Well I failed the blood test yet again. Their diet, which I followed religiously, did nothing (OK, it dropped my sugar 2 points, but it is still over their standard, and it is still under the national standard). I took my sugar at home 30 minutes prior to their test and it was much lower. So either my meter is broken or their results are bullshit. It makes no sense for my sugar to go up in half an hour when I'm fasting.
I am done with this. I think I'm going to point out to them that I have no symptoms of diabetes and I will respectfully decline diabetes care. I have my two weeks of normal readings to show them - normal from day one, before I'd started the diet. They have no case except their overcautiousness. This is doing nothing for me except making me far more stressed out than I should be, and making me sicker and sicker with worry and with lack of food. It has to stop. They are just going to have to leave me alone.
I'm so disappointed. I prayed so hard for this to work out easily, for my body to cooperate. I checked my own readings and they were fine. But I go into that damn lab and the numbers just go up. There's nothing I can do. It's the same with my blood pressure. I'm just always high.

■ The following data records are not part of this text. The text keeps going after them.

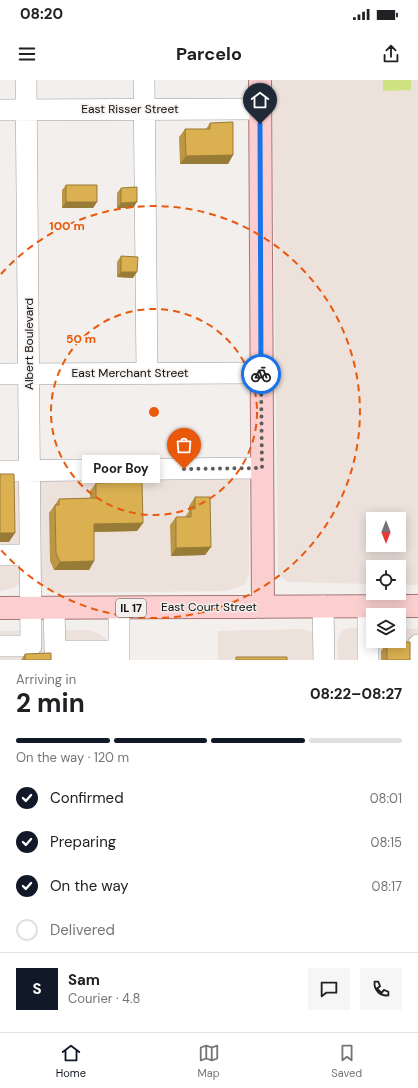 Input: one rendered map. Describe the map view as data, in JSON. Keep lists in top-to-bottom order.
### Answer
{
  "streets": {
    "main road": ["East Court Street", "IL 17"],
    "street": ["East Risser Street", "Albert Boulevard", "East Merchant Street"]
  },
  "crossings": [
    ["East Risser Street", "Albert Boulevard"],
    ["Albert Boulevard", "East Merchant Street"],
    ["Albert Boulevard", "East Court Street"]
  ],
  "places": ["Poor Boy"],
  "north": "bottom",
  "page": {
    "status": "08:20",
    "header": "Parcelo",
    "bubble": "Poor Boy",
    "heading": ["2 min", "Arriving in", "08:22–08:27"],
    "panel": ["Sam", "Courier · 4.8"],
    "bar": "On the way · 120 m",
    "list": [
      ["Confirmed", "08:01"],
      ["Preparing", "08:15"],
      ["On the way", "08:17"],
      "Delivered"
    ],
    "round": "S",
    "tabs": ["Home", "Map", "Saved"]
  },
  "rings": ["100 m", "50 m"]
}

And you know, yesterday I had a really scary experience that makes me wonder if I'm going to be terrible at this whole parenting thing. I told a friend I'd watch her kid for a minute. It was 15 minutes, actually. So when the friend left the kid started screaming, of course - she was left alone with me, who she doesn't know, in a house (mine) she'd never been in. And even though it was only about 5 minutes before J walked in and distracted her, and we found ways to keep the screaming down to every few seconds by sticking kitchen implements in her face and feeding her cheerios, even in those 5 minutes when she wouldn't stop crying I simply wanted to put her down and leave the room. It took all my will power not to cover her mouth with my hand. I couldn't talk to her. Yet when I tried to put her down she asked to be picked up. I don't know why she wanted me, the stranger, to pick her up. She kept screaming when I picked her up. And I realized that I still really don't like kids at all. I thought I did, but in fact I really hate how uncontrollable they are. I don't think it's at all right, but I do understand why people shake babies. You can't make them stop. You can't do anything. You are helpless. I have never felt so helpless, and it didn't make me feel like a failure, it made me want to get rid of her. Thank God it was only a couple of minutes, but come on, I can't even go a couple of minutes? I'm completely screwed.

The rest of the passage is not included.